はじめてクラウドファンディングに参加したところ、こんな素敵な封蝋のお手紙が届いてうれしかったです。

作家の内田洋子さんが呼びかけ、コロナ禍でのイタリアの若者たちの日常をつづった『デカメロン2020』。WEBで拝見していたのですが、本にするためのクラウドファンディングを立ちあげたと知り、参加させていただきました。

人と人が、会ったり、ともに食事したり、触れあうことが暮らしの中から取り払われ、人を信じる気持ちにまでなにか踏み絵のような思いを突きつけられる今という時期。私自身にとっては、自分の中で数年前から考え続けていて、きっとこれからもずっと考え続けることと、真正面から向き合う時期となりました。作品に取り組ませていただく中で、その問いにも何度も立ち戻り、考え、時に行き詰りつつ過ごしたのですが、この時期、誰もがきっと多かれ少なかれそうした痛みにも似た思いをそれぞれに抱えて、過ごしているだろうと思います。

他の国の若者たちの暮らす「日常」の記録は、国や言語を超えて、人そのものの普遍的な営みを思わせるようでもあり、その中にもささやかに光を求めようとする姿に胸を打たれます。食べ物のお写真もよく登場します。私が食いしん坊だからかもしれないですけど、毎日のなにげないごはんが与えてくれるささやかな幸せに、ひとり胸を打たれているのでした。


現代美術家の内藤礼さんが、水戸芸術館での個展の際に、人は光を求めるものだと、ご自身の体験を通して気づいたと話しておられたのですが(そのお話の中では、比喩としての光ではなくて、光線、太陽光としての光、という文脈でした)、人間という動物として感じる太陽光も、希望や明るいものの比喩として語られる光も、人が生きていくうえでは本当に大切なものだと、私も思います。冬はもともとは「殖ゆ」、その先の芽吹きの季節のための準備をする時期という言葉からきている、という話も同時に思い出します。

誰もに、光は、あるから。

辛い時や苦しい時は、光がすぐそこにあっても気づけないものかもしれないと、自分の経験からは思うのですが、それでも、光は、あるから。気づくときも、きっと来るから。祈りのような思いを込めつつ、自分になにができるのか、問い続けています。今も。

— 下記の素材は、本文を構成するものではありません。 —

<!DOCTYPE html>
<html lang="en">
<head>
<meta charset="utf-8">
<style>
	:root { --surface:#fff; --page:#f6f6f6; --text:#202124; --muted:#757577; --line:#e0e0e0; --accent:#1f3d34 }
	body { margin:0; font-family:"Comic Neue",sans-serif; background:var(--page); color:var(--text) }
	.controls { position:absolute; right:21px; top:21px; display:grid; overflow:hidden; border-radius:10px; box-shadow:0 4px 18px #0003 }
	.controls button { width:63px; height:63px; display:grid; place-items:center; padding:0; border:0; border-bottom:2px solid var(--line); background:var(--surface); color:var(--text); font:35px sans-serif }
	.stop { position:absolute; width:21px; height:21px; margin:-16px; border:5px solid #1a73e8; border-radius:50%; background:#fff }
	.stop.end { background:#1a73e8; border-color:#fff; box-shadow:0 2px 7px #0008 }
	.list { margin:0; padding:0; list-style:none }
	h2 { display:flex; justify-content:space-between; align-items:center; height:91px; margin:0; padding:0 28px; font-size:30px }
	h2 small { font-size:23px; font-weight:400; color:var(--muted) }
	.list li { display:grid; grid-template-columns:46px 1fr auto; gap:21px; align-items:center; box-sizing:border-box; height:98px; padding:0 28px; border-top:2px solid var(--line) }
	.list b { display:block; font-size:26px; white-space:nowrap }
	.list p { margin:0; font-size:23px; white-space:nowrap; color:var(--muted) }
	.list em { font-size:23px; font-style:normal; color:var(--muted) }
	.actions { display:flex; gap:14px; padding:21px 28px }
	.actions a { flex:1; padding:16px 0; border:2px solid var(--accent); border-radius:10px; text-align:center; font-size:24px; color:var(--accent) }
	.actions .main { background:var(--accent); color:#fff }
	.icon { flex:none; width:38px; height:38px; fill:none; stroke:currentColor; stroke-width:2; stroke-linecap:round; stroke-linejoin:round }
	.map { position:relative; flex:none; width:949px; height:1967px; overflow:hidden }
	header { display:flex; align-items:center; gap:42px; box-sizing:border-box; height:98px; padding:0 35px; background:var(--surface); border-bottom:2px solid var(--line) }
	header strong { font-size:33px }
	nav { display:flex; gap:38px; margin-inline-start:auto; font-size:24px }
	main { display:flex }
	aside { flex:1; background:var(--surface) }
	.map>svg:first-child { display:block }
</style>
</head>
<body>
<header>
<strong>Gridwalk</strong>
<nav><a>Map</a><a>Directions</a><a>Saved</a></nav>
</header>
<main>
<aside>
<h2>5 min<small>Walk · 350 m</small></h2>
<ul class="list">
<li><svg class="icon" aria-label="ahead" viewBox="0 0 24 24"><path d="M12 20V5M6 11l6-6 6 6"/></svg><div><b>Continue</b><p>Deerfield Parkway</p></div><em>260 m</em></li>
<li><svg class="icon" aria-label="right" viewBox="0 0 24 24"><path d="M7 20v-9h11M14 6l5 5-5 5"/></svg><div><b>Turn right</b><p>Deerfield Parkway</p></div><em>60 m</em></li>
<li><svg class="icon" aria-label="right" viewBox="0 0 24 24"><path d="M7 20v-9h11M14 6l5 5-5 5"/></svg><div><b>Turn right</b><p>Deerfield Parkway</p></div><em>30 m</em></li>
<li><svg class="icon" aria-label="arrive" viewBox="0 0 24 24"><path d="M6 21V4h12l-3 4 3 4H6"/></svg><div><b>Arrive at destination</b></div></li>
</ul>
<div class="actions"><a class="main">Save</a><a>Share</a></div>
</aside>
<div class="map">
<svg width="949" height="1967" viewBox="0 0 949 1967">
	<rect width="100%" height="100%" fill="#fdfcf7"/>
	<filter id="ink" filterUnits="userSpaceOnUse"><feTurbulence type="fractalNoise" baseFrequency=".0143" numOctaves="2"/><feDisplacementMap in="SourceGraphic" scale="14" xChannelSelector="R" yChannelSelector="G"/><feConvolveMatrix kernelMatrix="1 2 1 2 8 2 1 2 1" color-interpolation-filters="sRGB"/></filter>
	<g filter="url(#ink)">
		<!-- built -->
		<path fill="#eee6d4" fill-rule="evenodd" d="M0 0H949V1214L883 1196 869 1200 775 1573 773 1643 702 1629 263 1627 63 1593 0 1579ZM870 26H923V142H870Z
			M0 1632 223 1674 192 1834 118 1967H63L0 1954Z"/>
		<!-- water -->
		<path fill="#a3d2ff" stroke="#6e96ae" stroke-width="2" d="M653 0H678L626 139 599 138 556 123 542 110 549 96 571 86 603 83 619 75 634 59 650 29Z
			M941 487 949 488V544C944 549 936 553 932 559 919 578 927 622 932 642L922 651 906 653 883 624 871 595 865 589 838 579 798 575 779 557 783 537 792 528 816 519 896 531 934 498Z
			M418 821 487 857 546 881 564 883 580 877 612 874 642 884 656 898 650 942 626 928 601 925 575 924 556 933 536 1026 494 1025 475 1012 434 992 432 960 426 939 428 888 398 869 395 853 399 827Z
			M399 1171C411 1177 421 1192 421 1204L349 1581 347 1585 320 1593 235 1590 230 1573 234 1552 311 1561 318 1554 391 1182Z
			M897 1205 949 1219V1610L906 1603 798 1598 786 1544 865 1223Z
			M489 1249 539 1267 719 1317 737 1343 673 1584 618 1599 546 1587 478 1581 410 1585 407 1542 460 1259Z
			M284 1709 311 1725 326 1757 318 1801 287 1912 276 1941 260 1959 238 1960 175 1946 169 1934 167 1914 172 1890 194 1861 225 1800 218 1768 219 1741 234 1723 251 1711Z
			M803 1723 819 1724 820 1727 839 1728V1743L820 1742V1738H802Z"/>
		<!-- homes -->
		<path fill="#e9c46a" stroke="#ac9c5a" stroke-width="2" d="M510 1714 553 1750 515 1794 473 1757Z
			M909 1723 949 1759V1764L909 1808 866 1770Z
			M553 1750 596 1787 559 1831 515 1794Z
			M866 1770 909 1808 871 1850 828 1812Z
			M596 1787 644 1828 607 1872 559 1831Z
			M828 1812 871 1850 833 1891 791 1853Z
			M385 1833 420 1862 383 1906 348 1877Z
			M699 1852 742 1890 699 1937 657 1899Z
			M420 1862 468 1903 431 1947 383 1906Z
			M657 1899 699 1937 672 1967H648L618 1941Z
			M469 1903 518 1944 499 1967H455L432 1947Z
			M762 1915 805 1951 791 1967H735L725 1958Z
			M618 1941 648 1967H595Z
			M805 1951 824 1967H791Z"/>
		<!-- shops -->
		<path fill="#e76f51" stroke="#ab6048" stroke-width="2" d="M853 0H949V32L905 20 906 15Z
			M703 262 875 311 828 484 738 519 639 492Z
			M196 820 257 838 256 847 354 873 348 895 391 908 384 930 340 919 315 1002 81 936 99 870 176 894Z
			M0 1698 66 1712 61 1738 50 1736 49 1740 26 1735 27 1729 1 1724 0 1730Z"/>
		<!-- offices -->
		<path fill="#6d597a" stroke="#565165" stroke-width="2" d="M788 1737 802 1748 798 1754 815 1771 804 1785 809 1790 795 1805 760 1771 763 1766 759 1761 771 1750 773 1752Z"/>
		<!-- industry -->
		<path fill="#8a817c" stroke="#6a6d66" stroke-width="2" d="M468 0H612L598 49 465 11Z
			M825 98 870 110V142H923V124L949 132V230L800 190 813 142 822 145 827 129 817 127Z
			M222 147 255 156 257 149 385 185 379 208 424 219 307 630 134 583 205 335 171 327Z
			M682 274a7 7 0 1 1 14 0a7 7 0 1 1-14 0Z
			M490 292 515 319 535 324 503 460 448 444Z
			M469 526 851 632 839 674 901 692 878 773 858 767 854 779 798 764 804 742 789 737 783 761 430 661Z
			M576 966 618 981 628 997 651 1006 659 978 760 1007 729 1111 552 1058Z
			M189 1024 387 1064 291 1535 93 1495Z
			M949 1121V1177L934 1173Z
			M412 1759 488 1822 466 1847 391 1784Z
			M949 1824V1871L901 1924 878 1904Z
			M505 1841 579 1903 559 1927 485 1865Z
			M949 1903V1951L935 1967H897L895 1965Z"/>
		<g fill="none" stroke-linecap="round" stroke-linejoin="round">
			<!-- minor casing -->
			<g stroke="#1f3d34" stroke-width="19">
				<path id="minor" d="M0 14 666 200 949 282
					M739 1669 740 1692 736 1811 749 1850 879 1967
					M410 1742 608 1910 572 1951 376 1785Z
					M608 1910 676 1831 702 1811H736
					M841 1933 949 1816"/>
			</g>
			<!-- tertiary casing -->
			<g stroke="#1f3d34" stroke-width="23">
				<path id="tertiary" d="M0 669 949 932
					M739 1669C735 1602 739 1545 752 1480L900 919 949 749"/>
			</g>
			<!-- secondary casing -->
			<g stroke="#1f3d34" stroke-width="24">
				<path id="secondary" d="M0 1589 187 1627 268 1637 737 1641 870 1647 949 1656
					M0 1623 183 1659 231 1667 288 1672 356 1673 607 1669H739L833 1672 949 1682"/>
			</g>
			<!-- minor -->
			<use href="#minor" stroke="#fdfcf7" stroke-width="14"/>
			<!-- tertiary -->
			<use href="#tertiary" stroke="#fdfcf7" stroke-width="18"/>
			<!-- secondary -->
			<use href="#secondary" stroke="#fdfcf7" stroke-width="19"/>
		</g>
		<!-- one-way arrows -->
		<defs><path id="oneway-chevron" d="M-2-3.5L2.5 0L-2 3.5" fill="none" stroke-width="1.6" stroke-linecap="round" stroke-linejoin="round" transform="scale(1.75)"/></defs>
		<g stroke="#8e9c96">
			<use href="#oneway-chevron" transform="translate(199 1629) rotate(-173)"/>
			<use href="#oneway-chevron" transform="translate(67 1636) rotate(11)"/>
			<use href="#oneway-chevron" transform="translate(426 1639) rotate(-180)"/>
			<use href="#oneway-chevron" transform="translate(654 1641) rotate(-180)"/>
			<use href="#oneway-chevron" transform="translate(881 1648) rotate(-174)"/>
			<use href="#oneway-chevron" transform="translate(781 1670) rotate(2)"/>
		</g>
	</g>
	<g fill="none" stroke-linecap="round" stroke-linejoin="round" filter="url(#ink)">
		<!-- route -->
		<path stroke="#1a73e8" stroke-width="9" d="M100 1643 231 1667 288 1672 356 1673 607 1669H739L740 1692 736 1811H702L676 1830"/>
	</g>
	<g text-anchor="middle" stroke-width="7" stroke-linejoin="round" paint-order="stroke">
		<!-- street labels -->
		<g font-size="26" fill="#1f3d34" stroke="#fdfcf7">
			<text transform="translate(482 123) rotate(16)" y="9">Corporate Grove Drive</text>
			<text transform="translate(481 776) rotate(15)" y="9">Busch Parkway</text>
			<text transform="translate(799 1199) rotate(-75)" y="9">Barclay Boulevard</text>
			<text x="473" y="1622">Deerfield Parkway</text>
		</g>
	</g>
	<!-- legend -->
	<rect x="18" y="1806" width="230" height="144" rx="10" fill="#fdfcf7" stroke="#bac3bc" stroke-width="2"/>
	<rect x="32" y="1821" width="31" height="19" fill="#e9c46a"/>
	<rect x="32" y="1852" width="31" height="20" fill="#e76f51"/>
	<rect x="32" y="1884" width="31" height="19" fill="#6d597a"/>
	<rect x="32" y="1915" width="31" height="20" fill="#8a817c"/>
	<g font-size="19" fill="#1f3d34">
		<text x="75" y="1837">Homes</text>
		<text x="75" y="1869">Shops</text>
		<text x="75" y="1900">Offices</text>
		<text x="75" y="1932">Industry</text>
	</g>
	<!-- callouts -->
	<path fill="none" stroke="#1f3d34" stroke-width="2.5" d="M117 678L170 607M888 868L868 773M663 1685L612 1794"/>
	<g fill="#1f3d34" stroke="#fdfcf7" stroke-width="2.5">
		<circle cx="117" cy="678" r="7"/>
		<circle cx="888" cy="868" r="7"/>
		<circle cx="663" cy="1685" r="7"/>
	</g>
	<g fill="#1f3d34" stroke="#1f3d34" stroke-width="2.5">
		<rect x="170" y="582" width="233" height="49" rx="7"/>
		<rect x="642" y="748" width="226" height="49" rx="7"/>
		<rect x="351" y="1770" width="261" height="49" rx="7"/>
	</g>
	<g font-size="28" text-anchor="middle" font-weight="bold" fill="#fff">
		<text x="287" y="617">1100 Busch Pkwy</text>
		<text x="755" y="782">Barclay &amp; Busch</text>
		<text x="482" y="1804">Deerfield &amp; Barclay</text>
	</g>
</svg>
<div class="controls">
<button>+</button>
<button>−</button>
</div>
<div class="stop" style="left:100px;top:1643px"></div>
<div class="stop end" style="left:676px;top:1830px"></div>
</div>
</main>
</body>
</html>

クラウドファウンディングに申し込んだのちは、日々メールが届きました。誰かの日常を見聞きするのは、不思議な体験ではありましたが、なんだか、遠くに住む大切な仲間のような気がしていました。

予定額達成のお知らせとともに届いた一通のメールに、私は泣いてしまったのです。

参加した若者たち一人一人が、グラスを手にしている、笑顔の写真でした。ひとりひとりからの乾杯。その姿が、私には、光に思えたのでした。

奇しくも、いま紡がせていただいているのは、乾杯とつながる温かな思いをテーマにした物語。私にできるのは本当に小さなことでしかないのですが、読んでくださった方が、ほんのわずかな光でも、ご自身の中に見つけてくださったらいいな、と祈りながら。一文字ずつしたためています。